Interactive Controls

Action Desktop Key Web Key Web UI / Touch
Zoom In Left-Drag (Box) Left-Drag (Box) / Scroll Pinch-In
Pan Right-Drag Right-Drag Two-Finger Drag
Undo Ctrl + Z Ctrl + Z "Undo" Button
Screenshot S S "Screenshot" Button
Mega Screenshot (8K) X - -
Record Video V - -
Tour Mode T T "Tour" Button
GPU/CPU Toggle G G "GPU" Button
Precision Toggle E (CPU: 64/128-bit, GPU: 32/64-bit) E "32-bit / 64-bit" Button
Julia Toggle J J "Julia" Button
Burning Ship Toggle B B -
Palette Cycle P P "Palette" Button
Iterations Up/Down (Shift ×100) Up/Down Iter+/Iter-
Save Bookmark M - -
Load Bookmark L - -
Reset View R R "Reset" Button
Copy Link - - "Copy Link" Button
Quit Esc / Q - -

The Mathematics

The Mandelbrot set is defined as the set of complex numbers $c$ for which the function $f_c(z) = z^2 + c$ remains bounded when iterated from $z = 0$.

Optimization Strategies

To maintain high frame rates in dense regions, the engine implements several mathematical optimizations:

  • Main Cardioid Rejection: Points inside the main cardioid are detected using a vectorized check to skip expensive iterations.
  • Period-2 Bulb Check: Similar to the cardioid, points within the largest circular bulb are filtered out early.
  • Normalized Iteration Count: Prevents color banding by using a fractional iteration formula, resulting in smooth gradients.

Technical Architecture

Engine-Centric Design

The codebase strictly adheres to a modular architecture to ensure Separation of Concerns (SoC):

  • Core [SSOT]: Pure mathematical definitions (mandelbrot.c, julia.c) are the Single Source of Truth, agnostic to rendering APIs.
  • Engine Layer: Manages high-level rendering logic, thread-pools, and platform-agnostic graphics abstractions (via Sokol GFX).
  • Application Layer: Platform-specific entry points (SDL2 for Desktop, Emscripten for Web) handle input and OS-level interactions.

WebAssembly Subsystem

The WASM implementation utilizes SharedArrayBuffer to enable real multi-threading in the browser. The built-in scripts/server.py is configured to handle the required COOP/COEP security headers for local development.


Platform Implementations

Platform Support

Platform Renderer SIMD Status
Linux CPU / GPU (OpenGL) AVX-512 / AVX2 Supported
macOS CPU / GPU (OpenGL) AVX-512 / AVX2 Supported
Windows CPU / GPU (OpenGL) AVX-512 / AVX2 Supported
Web (Browser) CPU / GPU (WebGL 2.0) SIMD128 Supported

CPU Rendering (Native Desktop)

The native CPU engine is designed for maximum throughput on multi-core systems:

  • Dynamic Load Balancing: Instead of static partitioning, the engine uses an Atomic Row Counter. Threads dynamically "claim" the next available row of pixels, ensuring that no CPU core sits idle while others are stuck rendering dense "black" regions of the fractal.
  • AVX2 Vectorization: Utilizing 256-bit YMM registers, the engine processes 4 double-precision complex numbers in a single instruction cycle (SIMD). This provides a theoretical 4x performance boost over scalar C code.
  • Persistent Thread Pool: To avoid OS overhead, threads are spawned once at startup and managed via condition variables, ready to render new frames instantly as the user navigates. The thread count is capped at 64 regardless of core count. On WebAssembly, the engine always runs single-threaded due to platform constraints — multi-core Web Worker support is handled separately at the WASM subsystem level.

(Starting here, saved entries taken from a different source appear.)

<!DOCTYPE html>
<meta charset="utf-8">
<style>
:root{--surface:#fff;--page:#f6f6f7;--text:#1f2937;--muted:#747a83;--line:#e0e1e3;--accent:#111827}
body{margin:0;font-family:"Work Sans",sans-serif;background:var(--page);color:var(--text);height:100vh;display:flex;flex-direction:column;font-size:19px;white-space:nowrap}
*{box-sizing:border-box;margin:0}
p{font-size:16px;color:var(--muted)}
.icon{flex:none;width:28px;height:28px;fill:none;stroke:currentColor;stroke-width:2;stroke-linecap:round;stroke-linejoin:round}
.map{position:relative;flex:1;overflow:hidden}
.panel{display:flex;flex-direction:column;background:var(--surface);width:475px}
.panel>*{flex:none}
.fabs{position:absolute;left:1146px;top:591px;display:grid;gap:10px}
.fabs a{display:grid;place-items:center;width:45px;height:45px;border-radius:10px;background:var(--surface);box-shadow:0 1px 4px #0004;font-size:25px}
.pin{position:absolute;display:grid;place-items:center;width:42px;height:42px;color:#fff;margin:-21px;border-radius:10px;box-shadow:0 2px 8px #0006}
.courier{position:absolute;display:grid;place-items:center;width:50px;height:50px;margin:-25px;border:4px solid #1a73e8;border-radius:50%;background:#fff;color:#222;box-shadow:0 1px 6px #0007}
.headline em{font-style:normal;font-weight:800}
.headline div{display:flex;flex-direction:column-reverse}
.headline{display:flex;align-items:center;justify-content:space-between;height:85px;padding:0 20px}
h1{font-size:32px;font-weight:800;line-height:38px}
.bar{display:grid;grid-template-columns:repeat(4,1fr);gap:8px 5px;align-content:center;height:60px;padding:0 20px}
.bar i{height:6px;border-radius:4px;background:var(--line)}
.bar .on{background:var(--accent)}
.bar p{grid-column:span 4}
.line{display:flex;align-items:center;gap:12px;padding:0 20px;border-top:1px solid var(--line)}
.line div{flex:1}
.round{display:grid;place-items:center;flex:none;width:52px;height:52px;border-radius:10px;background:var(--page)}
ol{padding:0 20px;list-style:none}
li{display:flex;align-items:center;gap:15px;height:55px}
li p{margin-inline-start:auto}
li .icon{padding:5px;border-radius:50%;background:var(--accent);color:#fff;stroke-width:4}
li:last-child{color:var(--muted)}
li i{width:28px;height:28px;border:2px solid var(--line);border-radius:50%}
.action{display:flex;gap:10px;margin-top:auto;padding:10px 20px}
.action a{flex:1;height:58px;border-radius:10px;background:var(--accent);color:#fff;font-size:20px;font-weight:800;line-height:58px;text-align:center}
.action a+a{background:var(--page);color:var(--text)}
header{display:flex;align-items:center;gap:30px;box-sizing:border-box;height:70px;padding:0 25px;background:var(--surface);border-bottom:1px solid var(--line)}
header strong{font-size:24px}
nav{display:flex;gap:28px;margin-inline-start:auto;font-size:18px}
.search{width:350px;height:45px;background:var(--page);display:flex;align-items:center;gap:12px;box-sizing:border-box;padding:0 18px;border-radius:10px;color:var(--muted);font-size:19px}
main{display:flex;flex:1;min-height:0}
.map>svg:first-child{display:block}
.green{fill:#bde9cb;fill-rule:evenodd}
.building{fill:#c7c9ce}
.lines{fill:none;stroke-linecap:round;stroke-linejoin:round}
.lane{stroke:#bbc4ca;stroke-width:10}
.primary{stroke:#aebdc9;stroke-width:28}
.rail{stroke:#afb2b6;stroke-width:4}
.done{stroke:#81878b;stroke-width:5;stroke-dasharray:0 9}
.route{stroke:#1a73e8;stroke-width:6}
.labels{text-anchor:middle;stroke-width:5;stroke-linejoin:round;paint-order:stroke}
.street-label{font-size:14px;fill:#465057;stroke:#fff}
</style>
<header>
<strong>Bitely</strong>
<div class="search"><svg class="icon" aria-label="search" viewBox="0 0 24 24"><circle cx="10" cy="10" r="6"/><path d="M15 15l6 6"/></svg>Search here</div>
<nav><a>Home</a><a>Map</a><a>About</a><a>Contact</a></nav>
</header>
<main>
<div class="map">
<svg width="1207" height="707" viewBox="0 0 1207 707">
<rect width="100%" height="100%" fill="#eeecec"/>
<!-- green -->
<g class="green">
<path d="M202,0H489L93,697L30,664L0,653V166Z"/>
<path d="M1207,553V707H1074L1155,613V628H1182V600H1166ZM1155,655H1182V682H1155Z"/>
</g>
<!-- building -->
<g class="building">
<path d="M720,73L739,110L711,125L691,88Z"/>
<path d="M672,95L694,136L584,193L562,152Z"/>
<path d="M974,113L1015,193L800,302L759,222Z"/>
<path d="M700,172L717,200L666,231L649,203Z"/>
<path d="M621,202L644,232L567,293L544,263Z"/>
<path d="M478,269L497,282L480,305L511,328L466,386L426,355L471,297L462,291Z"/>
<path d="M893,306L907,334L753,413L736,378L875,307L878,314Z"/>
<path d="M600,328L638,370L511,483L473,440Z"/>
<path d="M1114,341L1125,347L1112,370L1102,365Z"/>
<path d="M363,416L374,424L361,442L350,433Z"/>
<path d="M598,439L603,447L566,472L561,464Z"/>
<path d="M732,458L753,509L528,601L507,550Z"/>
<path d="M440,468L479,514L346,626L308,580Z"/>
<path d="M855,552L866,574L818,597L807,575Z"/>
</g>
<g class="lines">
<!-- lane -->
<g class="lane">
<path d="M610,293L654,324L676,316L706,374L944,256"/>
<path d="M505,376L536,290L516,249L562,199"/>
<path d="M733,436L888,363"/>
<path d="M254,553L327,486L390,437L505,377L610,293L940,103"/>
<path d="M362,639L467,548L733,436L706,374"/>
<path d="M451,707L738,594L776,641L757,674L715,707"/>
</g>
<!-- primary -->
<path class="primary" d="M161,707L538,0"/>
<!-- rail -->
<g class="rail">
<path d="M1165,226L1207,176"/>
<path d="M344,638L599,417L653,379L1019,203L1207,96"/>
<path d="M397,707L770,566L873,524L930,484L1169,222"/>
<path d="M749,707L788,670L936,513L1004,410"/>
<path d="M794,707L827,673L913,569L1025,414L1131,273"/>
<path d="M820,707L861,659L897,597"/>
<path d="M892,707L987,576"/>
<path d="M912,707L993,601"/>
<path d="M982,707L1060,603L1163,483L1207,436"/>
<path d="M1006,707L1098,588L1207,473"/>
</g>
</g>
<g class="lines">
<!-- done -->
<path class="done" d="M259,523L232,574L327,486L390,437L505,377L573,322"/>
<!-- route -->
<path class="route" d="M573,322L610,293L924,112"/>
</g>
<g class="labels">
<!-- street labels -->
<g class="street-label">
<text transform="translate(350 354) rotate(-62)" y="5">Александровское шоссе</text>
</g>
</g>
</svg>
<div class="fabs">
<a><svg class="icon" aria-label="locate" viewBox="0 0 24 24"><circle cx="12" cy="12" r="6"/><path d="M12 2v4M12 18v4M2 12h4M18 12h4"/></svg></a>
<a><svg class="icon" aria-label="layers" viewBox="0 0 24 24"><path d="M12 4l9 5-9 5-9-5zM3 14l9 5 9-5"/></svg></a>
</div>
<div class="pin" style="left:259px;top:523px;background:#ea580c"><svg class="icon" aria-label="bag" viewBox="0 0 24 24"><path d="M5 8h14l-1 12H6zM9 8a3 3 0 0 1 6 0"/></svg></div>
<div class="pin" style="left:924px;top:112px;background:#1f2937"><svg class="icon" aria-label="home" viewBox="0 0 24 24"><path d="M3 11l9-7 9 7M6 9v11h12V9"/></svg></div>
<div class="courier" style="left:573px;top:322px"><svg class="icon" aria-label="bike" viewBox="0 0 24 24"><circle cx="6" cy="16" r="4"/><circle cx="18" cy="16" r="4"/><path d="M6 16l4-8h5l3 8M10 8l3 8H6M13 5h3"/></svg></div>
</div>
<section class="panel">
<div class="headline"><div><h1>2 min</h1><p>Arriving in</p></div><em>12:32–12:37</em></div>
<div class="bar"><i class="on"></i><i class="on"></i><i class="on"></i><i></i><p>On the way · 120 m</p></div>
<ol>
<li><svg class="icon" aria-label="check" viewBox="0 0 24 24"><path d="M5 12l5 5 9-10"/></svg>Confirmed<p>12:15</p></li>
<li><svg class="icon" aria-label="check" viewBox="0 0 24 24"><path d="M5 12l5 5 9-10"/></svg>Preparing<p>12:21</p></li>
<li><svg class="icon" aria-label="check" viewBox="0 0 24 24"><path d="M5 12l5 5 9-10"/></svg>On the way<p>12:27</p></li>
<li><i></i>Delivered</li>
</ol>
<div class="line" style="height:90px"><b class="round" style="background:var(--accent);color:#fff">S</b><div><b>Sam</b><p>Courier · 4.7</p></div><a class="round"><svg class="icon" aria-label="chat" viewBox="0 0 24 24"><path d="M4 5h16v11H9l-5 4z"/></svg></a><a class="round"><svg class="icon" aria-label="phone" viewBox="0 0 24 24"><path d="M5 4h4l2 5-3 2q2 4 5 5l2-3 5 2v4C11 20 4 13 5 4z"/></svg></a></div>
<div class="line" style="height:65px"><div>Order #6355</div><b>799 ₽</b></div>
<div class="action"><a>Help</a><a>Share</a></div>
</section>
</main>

Web Rendering (WebAssembly & WASM-SIMD)

Bringing desktop-class performance to the browser required solving several engineering challenges:

  • Multithreading via Web Workers: By leveraging Emscripten's pthreads support, the C engine runs across multiple Web Workers. These workers communicate via a SharedArrayBuffer, allowing them to share the same pixel memory space as the main thread.
  • WASM-SIMD128: We utilize the modern WebAssembly SIMD proposal (128-bit) to process 2 double-precision points simultaneously, bridging the gap between browser and native performance.
  • Security & Headers: To enable SharedArrayBuffer, the environment must be "Cross-Origin Isolated." We implemented a specialized Service Worker (coi-serviceworker.js) to automatically inject COOP and COEP headers, ensuring the engine runs on standard static hosting without server-side configuration.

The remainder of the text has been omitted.